**Exercise goal:** Find all the lines in the entries below that hold the word "Order" and copy them.

**Dataset records:**

--------------------------------------------------

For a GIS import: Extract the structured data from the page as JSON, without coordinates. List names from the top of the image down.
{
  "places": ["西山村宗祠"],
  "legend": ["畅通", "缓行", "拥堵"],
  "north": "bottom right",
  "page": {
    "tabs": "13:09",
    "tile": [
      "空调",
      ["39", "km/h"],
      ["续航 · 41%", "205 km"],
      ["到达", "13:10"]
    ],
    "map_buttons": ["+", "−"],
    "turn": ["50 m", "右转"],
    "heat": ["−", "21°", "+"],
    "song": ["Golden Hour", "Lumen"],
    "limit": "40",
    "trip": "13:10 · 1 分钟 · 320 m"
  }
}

--------------------------------------------------

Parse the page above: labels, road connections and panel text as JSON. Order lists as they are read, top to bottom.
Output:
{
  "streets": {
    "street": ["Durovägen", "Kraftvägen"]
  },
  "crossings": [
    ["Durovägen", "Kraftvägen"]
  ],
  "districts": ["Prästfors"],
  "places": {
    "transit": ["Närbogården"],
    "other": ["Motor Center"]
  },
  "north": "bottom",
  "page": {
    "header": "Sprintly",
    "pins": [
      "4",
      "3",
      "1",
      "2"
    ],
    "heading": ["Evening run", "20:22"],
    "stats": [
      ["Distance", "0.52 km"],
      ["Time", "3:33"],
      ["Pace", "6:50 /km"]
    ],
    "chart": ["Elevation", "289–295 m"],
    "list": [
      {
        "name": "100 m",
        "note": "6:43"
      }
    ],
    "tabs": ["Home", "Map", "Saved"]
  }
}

--------------------------------------------------

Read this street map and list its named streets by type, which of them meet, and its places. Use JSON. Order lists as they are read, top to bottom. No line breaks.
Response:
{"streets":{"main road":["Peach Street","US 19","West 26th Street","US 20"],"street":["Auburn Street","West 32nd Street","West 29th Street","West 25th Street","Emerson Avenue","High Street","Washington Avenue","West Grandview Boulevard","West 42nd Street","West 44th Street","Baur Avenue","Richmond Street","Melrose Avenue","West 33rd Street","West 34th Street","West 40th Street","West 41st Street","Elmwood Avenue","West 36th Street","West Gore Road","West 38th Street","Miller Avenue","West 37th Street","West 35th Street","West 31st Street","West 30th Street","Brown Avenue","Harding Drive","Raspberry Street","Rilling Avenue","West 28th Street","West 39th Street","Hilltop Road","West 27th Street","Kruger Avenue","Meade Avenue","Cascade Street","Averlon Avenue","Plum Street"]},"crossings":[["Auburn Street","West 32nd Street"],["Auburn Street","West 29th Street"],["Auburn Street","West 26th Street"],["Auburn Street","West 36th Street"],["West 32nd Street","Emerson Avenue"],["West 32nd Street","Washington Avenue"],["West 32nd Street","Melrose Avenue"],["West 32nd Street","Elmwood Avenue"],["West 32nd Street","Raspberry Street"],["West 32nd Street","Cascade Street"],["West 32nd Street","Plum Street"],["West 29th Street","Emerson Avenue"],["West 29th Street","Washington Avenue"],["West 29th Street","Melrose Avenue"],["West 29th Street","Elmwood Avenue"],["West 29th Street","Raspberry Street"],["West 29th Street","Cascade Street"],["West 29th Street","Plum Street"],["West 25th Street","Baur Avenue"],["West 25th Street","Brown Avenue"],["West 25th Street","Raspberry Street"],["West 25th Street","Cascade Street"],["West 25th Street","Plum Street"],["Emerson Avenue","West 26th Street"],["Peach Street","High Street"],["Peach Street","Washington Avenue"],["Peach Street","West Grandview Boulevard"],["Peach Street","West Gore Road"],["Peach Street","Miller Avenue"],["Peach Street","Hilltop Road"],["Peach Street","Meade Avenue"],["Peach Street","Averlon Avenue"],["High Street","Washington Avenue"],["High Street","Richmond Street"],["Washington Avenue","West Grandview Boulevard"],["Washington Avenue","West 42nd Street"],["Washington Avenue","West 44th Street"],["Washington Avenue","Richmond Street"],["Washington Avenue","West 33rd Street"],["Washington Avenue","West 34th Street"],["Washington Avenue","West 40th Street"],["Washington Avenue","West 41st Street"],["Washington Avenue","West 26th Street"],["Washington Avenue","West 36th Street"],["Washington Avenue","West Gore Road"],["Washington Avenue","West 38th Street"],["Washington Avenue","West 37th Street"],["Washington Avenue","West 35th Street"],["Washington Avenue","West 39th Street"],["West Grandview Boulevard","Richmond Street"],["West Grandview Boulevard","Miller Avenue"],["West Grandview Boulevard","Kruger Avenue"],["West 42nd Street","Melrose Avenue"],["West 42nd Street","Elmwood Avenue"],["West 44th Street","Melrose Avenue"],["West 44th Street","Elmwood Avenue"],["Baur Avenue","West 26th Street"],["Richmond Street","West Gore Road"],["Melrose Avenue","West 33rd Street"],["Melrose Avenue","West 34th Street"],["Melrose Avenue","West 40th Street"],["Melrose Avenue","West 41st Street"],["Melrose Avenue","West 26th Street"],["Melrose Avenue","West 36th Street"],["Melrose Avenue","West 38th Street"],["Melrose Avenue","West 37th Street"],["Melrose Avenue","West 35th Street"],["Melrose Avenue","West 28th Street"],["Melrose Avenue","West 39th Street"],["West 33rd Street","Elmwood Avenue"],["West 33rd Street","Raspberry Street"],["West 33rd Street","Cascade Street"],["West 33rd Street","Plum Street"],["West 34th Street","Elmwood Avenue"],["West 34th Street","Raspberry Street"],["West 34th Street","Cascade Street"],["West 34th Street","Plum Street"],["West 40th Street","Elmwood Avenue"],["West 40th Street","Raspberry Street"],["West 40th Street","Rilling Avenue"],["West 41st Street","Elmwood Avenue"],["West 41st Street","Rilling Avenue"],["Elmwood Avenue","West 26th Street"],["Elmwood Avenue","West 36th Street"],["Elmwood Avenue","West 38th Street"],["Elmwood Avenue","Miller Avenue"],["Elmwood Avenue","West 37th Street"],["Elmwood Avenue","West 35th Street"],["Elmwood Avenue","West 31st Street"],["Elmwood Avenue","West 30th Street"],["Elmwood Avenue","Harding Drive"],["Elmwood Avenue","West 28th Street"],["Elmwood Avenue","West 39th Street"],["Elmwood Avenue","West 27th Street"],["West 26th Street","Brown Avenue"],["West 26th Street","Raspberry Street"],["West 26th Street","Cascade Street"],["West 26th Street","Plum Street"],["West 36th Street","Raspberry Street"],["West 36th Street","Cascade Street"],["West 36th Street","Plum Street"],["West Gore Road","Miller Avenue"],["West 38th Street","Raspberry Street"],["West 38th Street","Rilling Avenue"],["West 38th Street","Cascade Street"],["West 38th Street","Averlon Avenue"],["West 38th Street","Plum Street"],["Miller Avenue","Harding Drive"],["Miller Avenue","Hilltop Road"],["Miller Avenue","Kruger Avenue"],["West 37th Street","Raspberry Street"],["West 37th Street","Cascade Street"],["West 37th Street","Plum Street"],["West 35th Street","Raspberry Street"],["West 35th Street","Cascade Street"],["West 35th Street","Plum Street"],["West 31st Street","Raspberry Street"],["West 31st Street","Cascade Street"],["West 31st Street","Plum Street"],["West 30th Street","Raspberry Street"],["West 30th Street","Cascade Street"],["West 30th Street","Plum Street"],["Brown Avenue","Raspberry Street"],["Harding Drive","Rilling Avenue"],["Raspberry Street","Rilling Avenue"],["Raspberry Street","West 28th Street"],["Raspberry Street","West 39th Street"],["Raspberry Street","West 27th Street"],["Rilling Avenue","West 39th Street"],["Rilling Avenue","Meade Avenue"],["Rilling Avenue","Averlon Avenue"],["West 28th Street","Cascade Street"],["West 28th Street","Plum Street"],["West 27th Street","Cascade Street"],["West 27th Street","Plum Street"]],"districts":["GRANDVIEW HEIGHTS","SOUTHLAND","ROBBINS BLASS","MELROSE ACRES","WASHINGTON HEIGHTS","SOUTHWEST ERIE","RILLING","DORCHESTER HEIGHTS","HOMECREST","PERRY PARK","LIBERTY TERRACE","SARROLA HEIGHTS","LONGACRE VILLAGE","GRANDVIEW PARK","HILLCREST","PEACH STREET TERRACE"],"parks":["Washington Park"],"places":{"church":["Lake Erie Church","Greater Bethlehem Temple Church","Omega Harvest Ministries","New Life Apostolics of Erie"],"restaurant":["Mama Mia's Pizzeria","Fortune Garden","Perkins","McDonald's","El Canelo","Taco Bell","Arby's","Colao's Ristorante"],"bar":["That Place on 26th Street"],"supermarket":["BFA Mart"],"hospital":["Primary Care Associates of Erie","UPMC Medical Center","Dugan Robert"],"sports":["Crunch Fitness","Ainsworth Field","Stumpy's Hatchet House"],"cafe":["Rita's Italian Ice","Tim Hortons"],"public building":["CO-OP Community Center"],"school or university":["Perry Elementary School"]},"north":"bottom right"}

--------------------------------------------------

**Your solution:**
Parse the page above: labels, road connections and panel text as JSON. Order lists as they are read, top to bottom.
Read this street map and list its named streets by type, which of them meet, and its places. Use JSON. Order lists as they are read, top to bottom. No line breaks.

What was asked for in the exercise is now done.